Warm Fava Bean Kamut Salad with Pancetta Basil Dressing
- 1 cup kamut, soaked overnight
- 1 1/2 lb fava beans, fresh, in pods; or ¾ cup canned or dried versions
- 2 oz. pancetta, chopped
- 2 tbsp white wine vinegar
- 2 tbsp olive oil, extra virgin
- 1/8 tsp salt
- 7 large leaves basil, thinly sliced
- Add the pancetta to a cold medium skillet. Set over medium heat and cook, stirring occasionally, until he pancetta is browned and crispy. Drain on a paper towel.
- In a small bowl, whisk together the vinegar, olive oil and salt. Stir in the basil.
- Bring 2 cups of water to a boil in a medium saucepan. Add the kamut, reduce the heat to low and simmer until tender, but still firm, 30 to 40 minutes. If the kamut was not soaked overnight, increase the cooking time to 50 to 60 minutes. Drain the excess water.
- While the kamut is cooking, prepare the fava beans.
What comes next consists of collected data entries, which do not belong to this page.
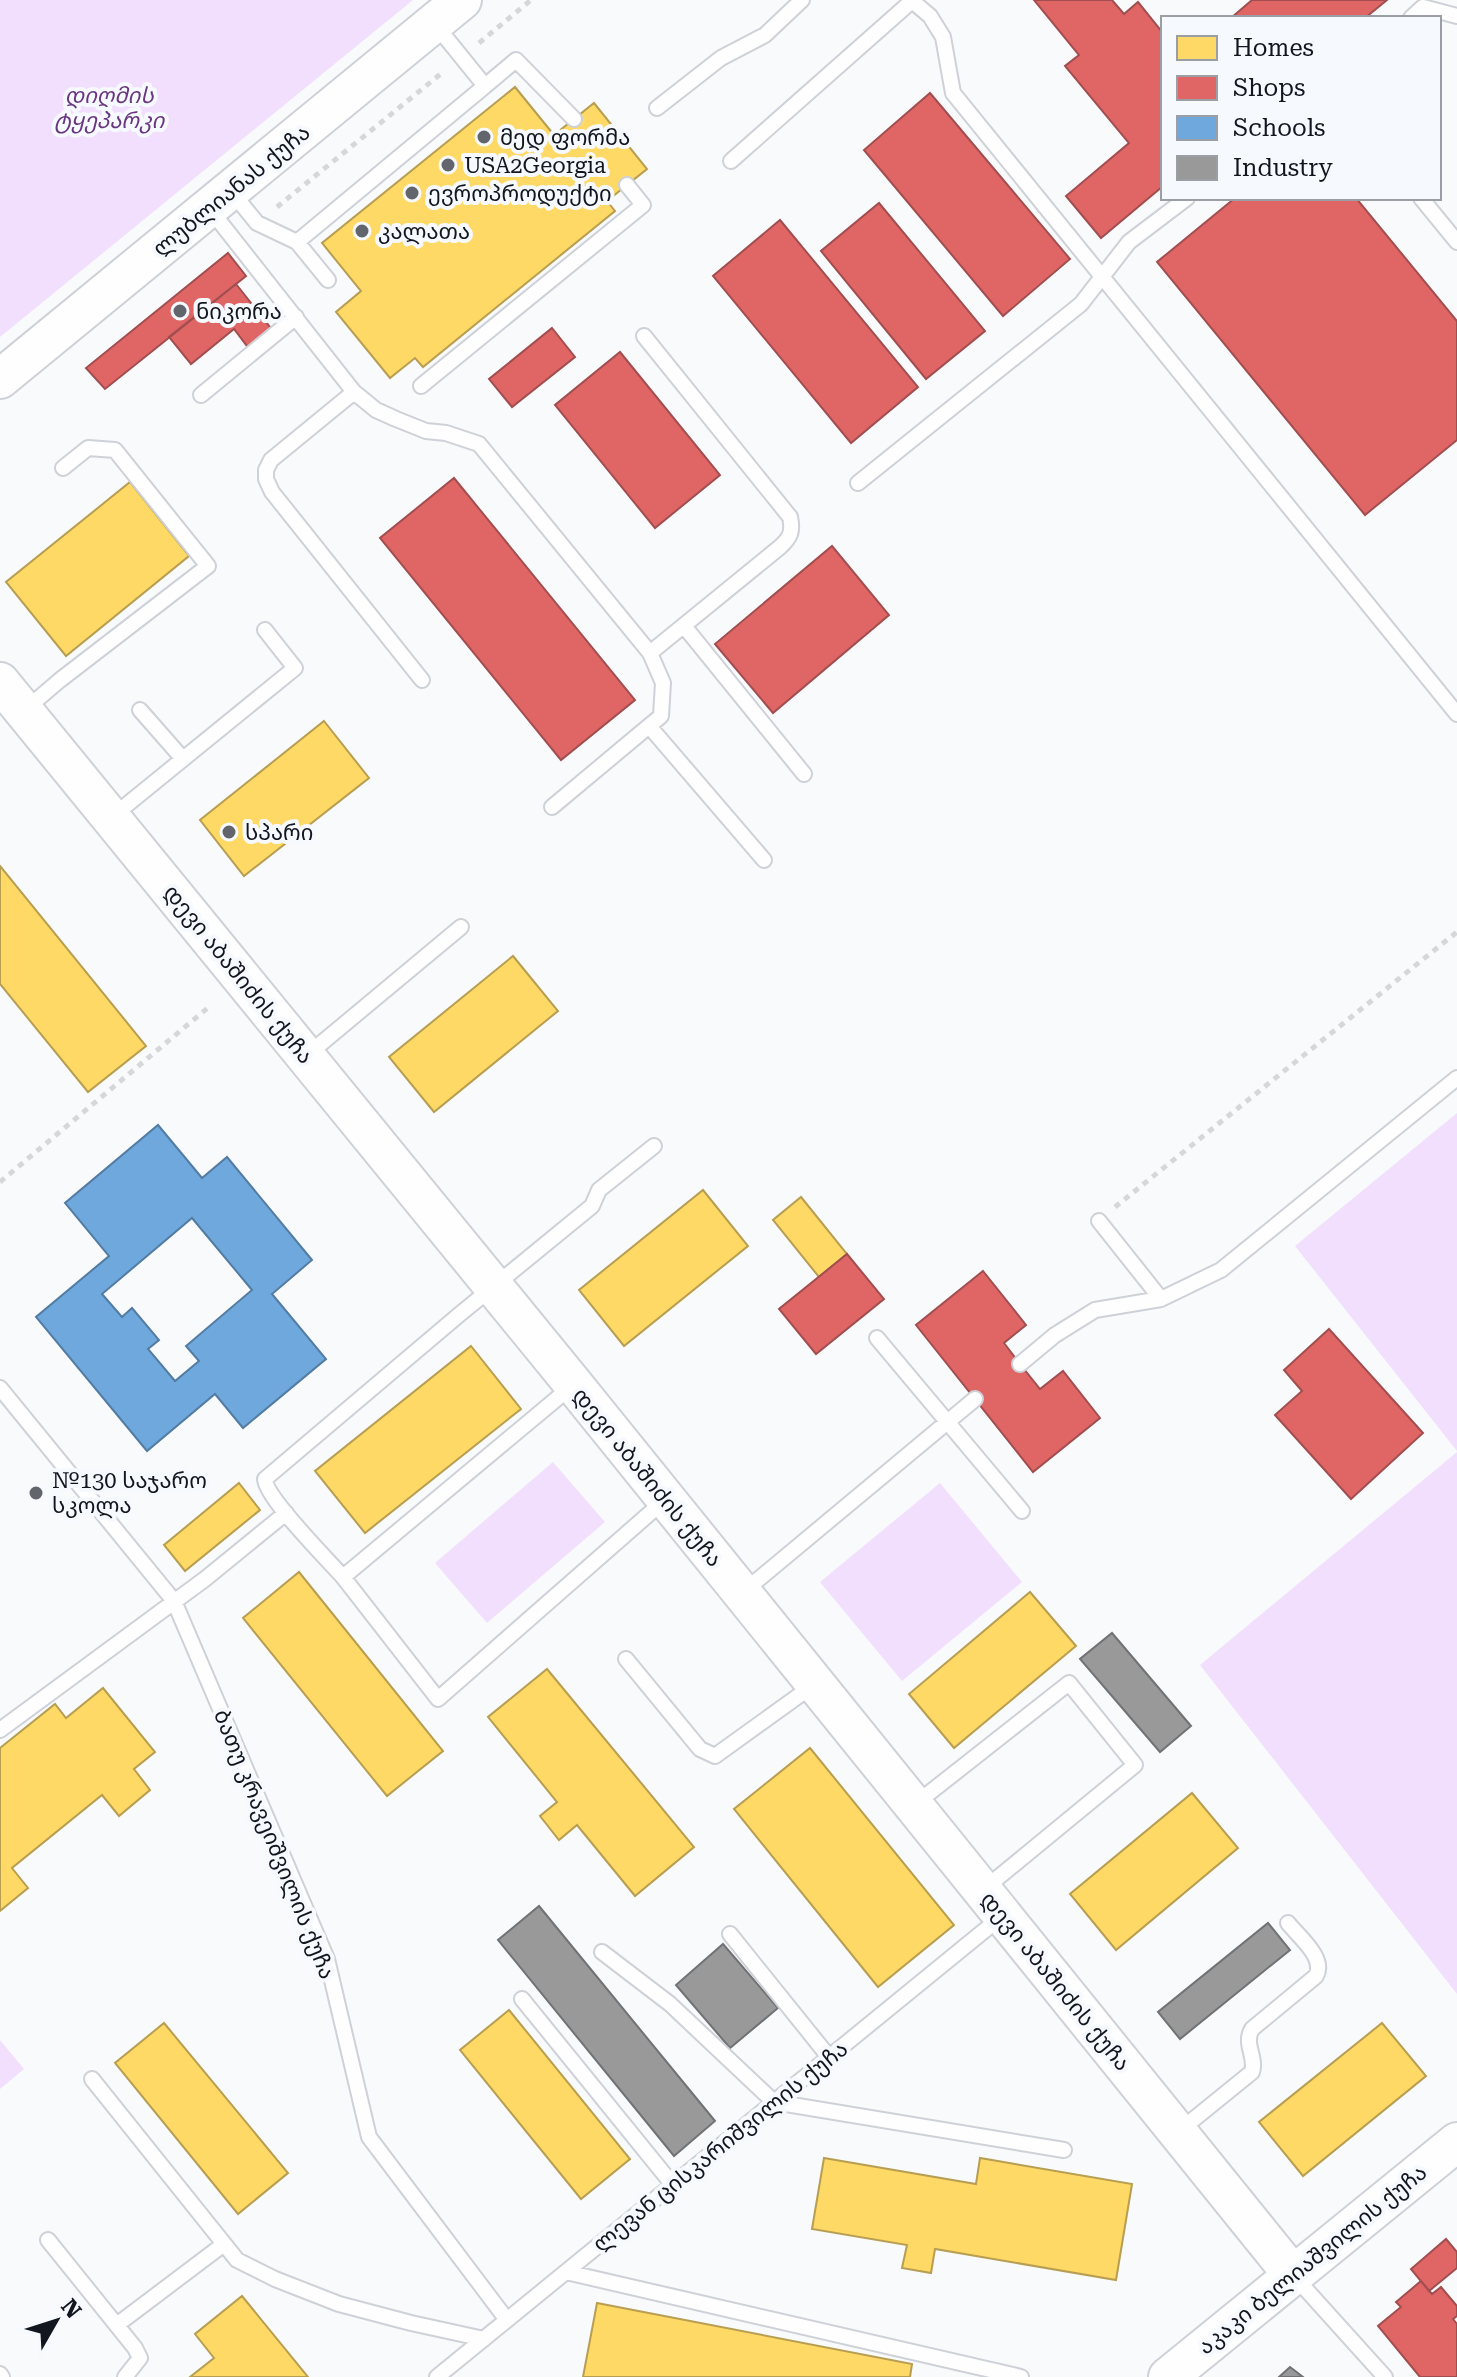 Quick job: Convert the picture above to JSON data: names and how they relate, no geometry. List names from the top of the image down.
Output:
{
  "streets": {
    "street": ["ლუბლიანას ქუჩა", "დევი აბაშიძის ქუჩა", "აკაკი ბელიაშვილის ქუჩა"],
    "lane": ["ბათუ კრავეიშვილის ქუჩა", "ლევან ცისკარიშვილის ქუჩა"]
  },
  "crossings": [
    ["დევი აბაშიძის ქუჩა", "ლევან ცისკარიშვილის ქუჩა"],
    ["დევი აბაშიძის ქუჩა", "აკაკი ბელიაშვილის ქუჩა"],
    ["ბათუ კრავეიშვილის ქუჩა", "ლევან ცისკარიშვილის ქუჩა"]
  ],
  "parks": ["დიღმის ტყეპარკი"],
  "places": [
    "მედ ფორმა",
    "USA2Georgia",
    "ევროპროდუქტი",
    "კალათა",
    "ნიკორა",
    "სპარი",
    "№130 საჯარო სკოლა"
  ],
  "legend": [
    "Homes",
    "Shops",
    "Schools",
    "Industry"
  ],
  "north": "top right"
} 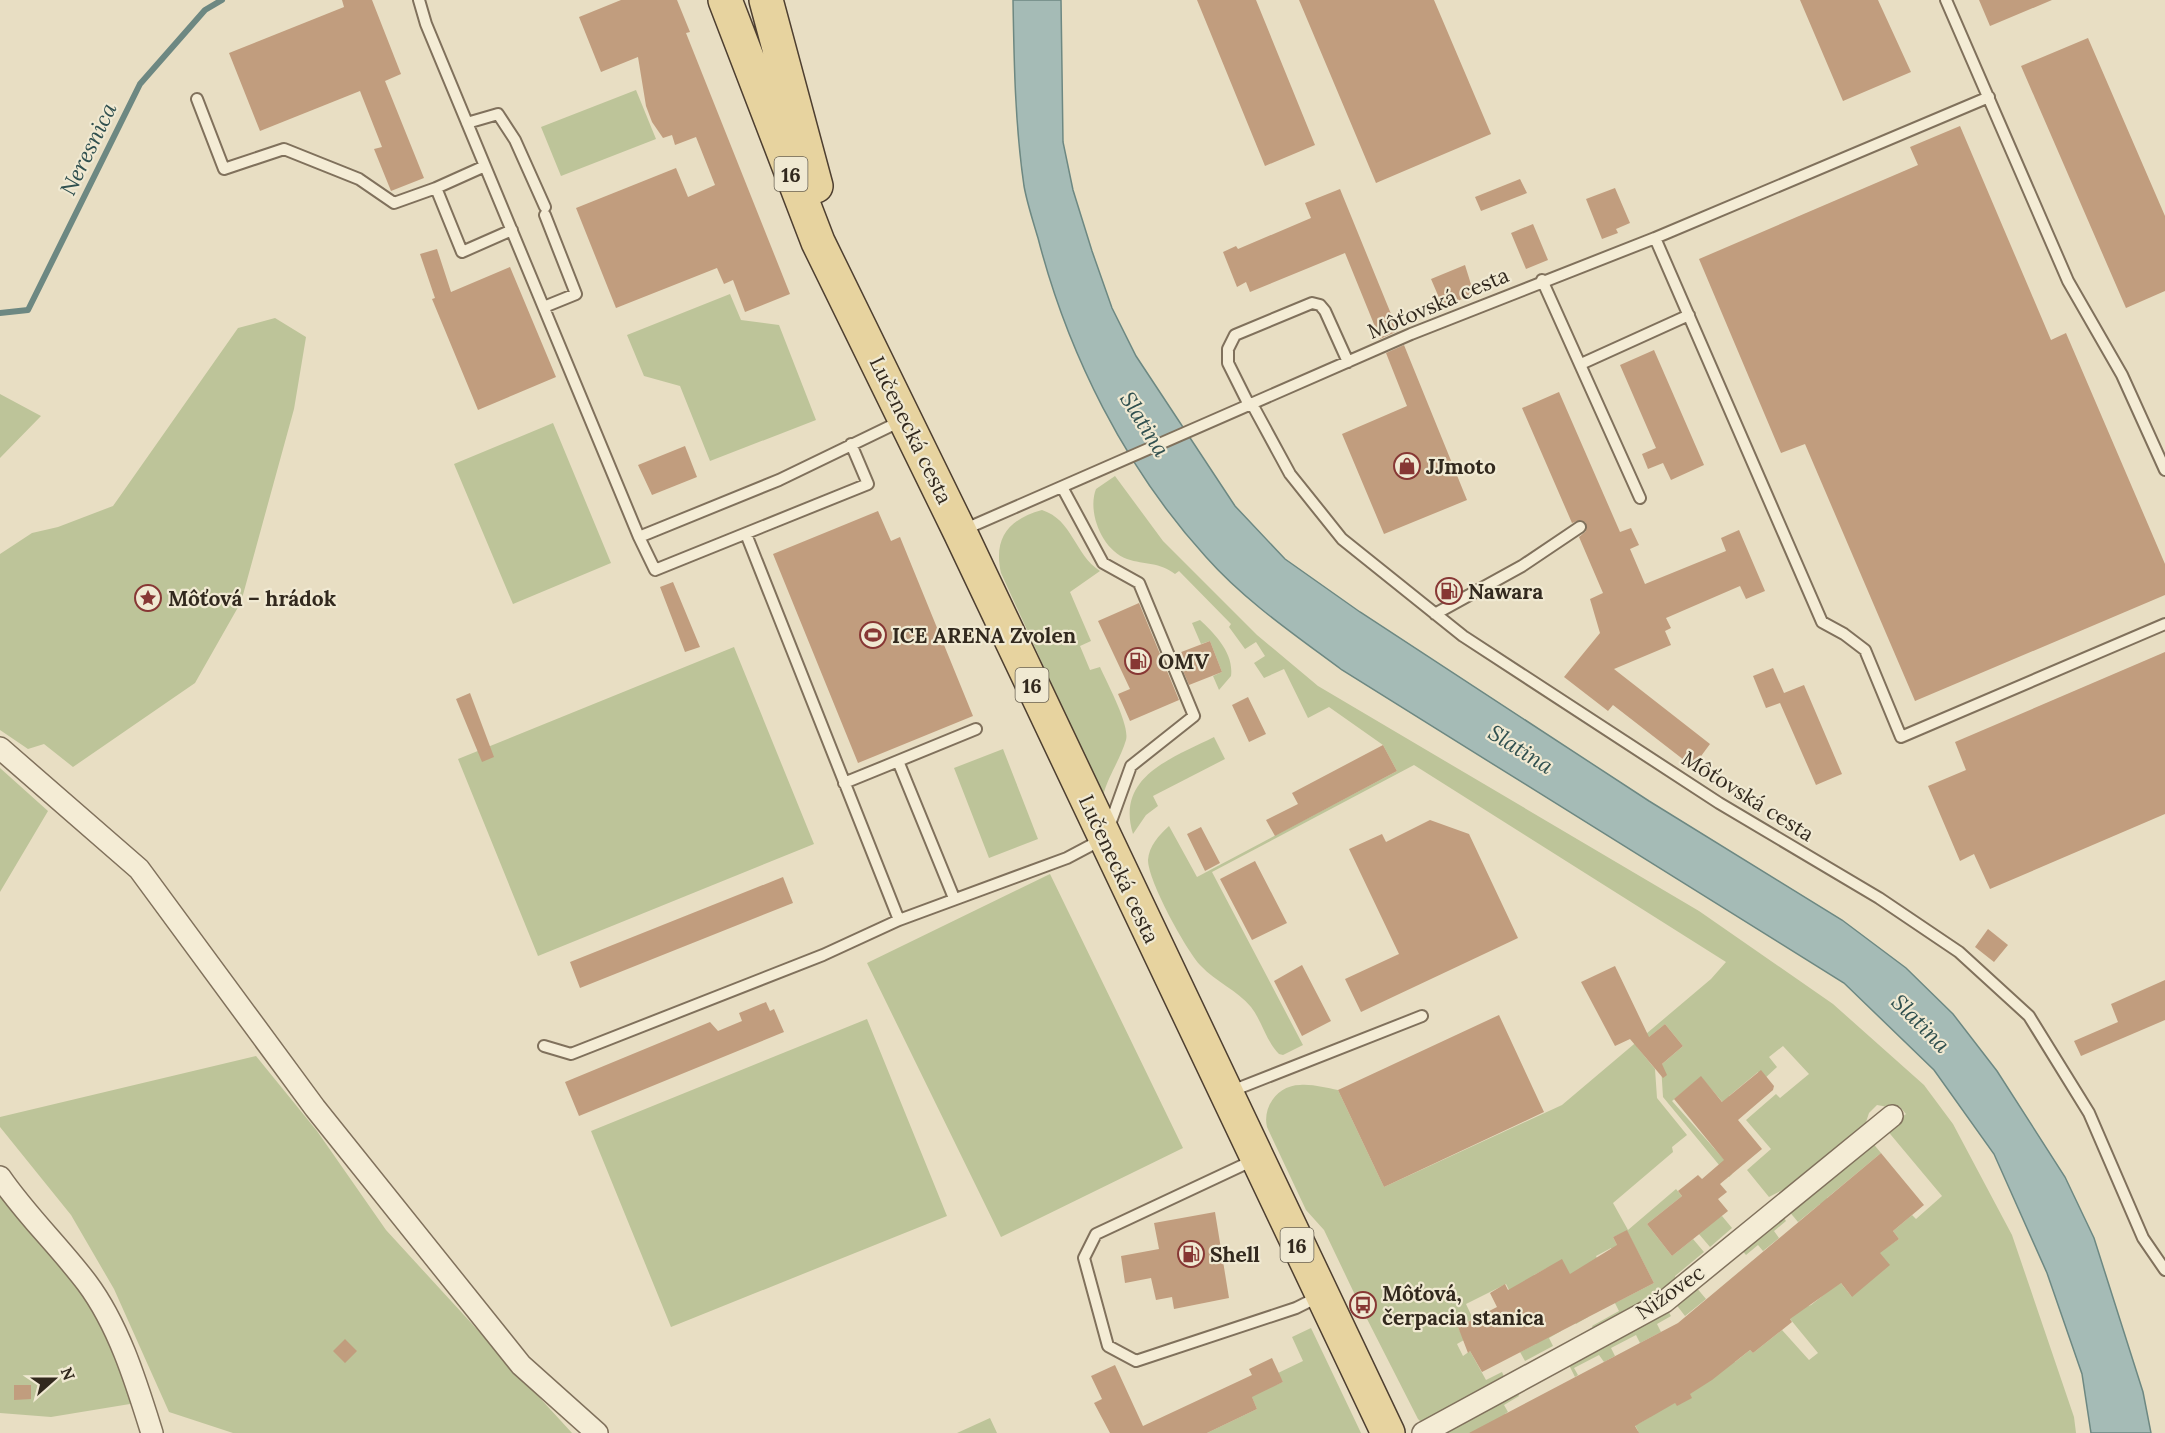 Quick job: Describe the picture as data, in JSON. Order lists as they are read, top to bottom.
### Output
{
  "streets": {
    "main road": ["16", "Lučenecká cesta"],
    "street": ["Nižovec"],
    "lane": ["Môťovská cesta"]
  },
  "crossings": [
    ["Môťovská cesta", "Lučenecká cesta"]
  ],
  "water": ["Neresnica", "Slatina"],
  "places": {
    "shop": ["JJmoto"],
    "fuel station": ["Nawara", "OMV", "Shell"],
    "place": ["Môťová – hrádok"],
    "sports": ["ICE ARENA Zvolen"],
    "bus stop": ["Môťová, čerpacia stanica"]
  },
  "north": "right"
}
Remove the beans from the pods, either by “unzipping” the pods or using a small knife to cut along the seam.
- Prepare a bowl of ice water.
- Bring a small pot of water to a boil. Add the beans and cook for 30 seconds to 1 minute, depending on the size of the beans. Drain and immediately plunge the beans in the bowl of ice water.
- Peel the outer husk off of the beans. You should have about ¾ cup fava beans.
- In a medium bowl, stir together the kamut and fava beans. Add the pancetta and stir in the dressing. Serve.